Règles de facturation intracommunautaire et TVA française : guide complet
La facturation intracommunautaire concerne toutes les entreprises qui réalisent des ventes ou des prestations de services à des clients situés dans un autre pays de l’Union européenne. Comprendre ces règles est essentiel pour éviter les erreurs qui peuvent entraîner des redressements fiscaux.
Principe général de la TVA intracommunautaire
Pour les échanges intracommunautaires, les notions d’exportations et d’importations disparaissent au profit de celles de livraison ou d’acquisition selon que l’on se place chez l’expéditeur ou l’acquéreur. Le principe est le suivant : les livraisons intracommunautaires de biens expédiés ou transportés à partir de France sont exonérées en France. Les acquisitions intracommunautaires de biens expédiés ou transportés à destination de la France sont imposables en France.
Concrètement, lorsque l’acquéreur reçoit la facture du vendeur établi dans un autre État membre de l’UE, cette dernière ne contient pas de TVA. C’est donc l’acquéreur français qui devra payer la TVA française sur le prix de la transaction en portant le montant sur sa propre déclaration de TVA.
Qu’est‑ce qu’une facture intracommunautaire ?
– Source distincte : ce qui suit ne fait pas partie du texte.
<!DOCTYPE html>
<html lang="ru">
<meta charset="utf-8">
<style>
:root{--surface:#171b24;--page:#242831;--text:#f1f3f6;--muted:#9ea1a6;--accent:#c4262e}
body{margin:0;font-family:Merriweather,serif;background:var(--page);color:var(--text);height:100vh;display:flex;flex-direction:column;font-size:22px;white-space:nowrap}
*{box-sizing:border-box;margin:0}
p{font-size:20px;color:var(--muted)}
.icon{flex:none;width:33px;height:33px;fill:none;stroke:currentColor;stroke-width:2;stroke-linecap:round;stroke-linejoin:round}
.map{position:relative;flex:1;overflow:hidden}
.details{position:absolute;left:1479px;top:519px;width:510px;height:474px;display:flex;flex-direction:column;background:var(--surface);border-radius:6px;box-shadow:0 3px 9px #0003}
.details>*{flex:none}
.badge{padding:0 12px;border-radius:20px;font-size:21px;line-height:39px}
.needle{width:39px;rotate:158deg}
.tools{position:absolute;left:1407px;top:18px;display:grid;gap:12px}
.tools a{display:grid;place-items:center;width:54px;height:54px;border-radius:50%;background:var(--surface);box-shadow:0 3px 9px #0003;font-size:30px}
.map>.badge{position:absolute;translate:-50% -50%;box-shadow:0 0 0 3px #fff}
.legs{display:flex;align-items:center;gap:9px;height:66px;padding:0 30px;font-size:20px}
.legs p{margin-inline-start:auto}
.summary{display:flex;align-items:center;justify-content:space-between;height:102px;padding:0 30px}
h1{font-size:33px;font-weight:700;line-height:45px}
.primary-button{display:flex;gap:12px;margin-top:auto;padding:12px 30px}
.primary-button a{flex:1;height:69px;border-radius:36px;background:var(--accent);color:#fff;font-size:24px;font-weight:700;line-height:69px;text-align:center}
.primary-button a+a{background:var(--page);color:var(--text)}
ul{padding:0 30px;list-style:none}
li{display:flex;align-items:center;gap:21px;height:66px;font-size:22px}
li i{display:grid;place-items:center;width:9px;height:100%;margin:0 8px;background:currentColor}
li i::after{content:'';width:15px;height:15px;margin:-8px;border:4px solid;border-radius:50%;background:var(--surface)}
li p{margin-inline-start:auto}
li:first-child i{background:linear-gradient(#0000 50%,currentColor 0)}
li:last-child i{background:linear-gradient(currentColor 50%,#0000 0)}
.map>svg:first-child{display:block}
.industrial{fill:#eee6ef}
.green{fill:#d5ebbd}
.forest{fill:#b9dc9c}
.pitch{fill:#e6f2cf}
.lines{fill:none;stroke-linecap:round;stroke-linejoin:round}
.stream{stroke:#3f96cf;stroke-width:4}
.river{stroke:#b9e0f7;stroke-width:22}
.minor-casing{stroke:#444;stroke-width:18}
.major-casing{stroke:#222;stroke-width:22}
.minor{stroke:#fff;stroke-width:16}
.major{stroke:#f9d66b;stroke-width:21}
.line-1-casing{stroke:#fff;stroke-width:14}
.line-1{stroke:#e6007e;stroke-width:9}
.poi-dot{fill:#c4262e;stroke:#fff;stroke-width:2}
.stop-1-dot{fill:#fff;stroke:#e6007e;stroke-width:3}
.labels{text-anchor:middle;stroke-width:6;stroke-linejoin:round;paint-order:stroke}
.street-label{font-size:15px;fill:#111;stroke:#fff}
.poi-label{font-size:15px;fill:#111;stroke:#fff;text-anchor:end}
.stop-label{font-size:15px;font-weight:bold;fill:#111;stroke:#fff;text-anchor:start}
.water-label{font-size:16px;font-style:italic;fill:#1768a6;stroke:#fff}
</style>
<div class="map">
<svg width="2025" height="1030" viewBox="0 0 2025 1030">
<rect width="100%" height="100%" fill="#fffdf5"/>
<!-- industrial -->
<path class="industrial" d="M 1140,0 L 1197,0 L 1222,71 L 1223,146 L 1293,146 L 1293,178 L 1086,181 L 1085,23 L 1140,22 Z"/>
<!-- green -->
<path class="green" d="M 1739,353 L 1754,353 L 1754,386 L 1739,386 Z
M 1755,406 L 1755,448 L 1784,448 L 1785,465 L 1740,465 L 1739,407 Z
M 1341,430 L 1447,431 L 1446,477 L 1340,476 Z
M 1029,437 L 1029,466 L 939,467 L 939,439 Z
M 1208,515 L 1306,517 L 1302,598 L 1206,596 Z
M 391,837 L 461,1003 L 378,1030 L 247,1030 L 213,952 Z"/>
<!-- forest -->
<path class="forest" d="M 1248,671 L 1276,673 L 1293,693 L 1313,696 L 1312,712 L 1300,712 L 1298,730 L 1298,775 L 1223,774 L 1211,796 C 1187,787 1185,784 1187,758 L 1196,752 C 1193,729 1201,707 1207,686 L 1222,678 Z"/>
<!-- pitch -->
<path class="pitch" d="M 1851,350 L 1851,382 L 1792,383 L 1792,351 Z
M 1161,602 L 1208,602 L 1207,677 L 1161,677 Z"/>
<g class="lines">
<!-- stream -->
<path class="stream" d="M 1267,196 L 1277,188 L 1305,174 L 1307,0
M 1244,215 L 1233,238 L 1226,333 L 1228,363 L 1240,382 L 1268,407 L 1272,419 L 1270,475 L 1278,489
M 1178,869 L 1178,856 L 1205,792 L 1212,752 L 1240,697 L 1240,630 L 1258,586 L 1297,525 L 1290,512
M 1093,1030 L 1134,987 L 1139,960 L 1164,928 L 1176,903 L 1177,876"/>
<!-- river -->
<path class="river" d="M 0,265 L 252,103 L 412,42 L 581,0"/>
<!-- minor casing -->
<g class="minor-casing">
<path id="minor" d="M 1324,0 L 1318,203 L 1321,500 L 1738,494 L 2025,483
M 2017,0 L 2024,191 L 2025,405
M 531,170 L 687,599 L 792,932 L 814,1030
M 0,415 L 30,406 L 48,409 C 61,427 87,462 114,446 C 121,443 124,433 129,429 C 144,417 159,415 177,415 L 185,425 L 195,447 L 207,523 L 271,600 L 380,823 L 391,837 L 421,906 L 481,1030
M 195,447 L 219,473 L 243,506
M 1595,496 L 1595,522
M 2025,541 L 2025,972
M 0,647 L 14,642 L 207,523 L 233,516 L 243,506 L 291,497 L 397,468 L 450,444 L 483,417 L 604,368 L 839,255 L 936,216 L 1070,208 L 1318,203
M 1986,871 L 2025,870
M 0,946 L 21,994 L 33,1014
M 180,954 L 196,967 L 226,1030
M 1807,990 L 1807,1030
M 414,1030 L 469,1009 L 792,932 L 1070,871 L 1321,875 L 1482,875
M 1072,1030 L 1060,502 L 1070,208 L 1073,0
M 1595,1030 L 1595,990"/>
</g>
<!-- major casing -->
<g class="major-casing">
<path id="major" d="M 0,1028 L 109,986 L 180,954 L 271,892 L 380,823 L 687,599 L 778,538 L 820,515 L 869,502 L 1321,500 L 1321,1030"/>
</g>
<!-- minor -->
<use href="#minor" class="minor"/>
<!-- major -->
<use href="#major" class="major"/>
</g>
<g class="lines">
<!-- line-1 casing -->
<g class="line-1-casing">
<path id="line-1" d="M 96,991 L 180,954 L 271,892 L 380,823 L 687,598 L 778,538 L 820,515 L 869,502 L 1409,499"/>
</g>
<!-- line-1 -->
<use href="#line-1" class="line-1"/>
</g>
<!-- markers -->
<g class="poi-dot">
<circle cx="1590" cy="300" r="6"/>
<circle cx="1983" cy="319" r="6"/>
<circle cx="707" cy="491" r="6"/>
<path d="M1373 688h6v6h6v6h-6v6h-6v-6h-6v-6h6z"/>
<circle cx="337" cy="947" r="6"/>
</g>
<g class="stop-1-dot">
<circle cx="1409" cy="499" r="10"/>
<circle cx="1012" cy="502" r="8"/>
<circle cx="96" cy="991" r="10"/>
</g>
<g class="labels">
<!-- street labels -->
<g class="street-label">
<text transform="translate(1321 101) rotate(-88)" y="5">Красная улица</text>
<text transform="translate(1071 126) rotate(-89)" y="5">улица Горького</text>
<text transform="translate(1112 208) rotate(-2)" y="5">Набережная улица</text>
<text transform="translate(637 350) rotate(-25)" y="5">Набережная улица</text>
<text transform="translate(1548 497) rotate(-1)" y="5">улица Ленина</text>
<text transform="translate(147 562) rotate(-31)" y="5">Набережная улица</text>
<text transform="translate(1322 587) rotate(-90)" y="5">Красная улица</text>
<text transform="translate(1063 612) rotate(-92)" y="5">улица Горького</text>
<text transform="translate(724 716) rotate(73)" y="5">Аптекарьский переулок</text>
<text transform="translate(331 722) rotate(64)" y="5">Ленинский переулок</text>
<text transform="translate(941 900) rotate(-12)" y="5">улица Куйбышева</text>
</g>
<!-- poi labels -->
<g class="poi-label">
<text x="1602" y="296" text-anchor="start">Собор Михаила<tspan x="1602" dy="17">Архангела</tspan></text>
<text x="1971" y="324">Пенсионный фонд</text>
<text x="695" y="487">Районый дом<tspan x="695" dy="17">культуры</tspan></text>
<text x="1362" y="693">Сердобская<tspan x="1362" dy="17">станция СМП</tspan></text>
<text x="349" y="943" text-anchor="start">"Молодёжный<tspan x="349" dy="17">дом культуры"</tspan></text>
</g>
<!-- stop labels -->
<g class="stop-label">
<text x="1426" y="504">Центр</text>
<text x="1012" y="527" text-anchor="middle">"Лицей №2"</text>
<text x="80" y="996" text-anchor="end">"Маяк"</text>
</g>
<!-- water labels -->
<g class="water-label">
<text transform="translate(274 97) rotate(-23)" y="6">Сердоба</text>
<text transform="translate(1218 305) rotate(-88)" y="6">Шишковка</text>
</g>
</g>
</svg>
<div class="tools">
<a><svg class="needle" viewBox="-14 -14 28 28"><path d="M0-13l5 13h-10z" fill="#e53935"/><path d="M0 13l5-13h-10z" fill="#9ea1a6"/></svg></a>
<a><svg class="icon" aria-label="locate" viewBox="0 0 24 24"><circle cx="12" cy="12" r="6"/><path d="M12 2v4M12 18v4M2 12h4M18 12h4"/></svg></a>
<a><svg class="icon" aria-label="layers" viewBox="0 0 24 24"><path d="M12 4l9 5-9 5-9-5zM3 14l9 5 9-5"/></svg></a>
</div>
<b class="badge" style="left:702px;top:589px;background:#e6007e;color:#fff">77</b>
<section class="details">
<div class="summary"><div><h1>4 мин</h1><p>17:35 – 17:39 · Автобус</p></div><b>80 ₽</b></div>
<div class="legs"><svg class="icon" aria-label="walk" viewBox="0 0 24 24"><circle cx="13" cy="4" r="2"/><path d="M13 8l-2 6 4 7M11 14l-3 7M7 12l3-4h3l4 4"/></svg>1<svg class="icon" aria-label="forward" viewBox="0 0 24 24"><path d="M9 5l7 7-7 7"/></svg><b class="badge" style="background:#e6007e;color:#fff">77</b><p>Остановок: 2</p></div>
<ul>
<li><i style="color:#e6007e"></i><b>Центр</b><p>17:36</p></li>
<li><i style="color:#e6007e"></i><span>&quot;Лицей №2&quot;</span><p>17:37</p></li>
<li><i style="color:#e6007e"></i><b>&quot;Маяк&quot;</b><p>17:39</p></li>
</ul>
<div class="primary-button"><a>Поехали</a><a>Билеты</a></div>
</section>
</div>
Une facture intracommunautaire est un document émis lors d’une transaction entre deux entreprises situées dans des États membres différents de l’Union européenne. Elle s’applique uniquement aux échanges B2B (entre assujettis à la TVA). Ces opérations peuvent être des livraisons de biens expédiés vers un autre pays de l’UE ou des prestations de services réalisées pour une entreprise située dans un autre État membre.
La facture intracommunautaire est un document fiscal, comptable et commercial qui matérialise une transaction entre un vendeur et un client établis dans deux pays différents de l'UE.
Lire aussi: Facturation TVA Agences
Conditions pour qu’une opération soit intracommunautaire
- Le vendeur et l’acheteur sont tous deux établis dans l’Union européenne.
- L’acheteur est un assujetti à la TVA et dispose d’un numéro de TVA intracommunautaire valide.
- Les biens ou services circulent entre deux pays membres.
Si l’une de ces conditions n’est pas remplie, il ne s’agit pas d’une opération intracommunautaire, mais d’une vente nationale ou d’une exportation.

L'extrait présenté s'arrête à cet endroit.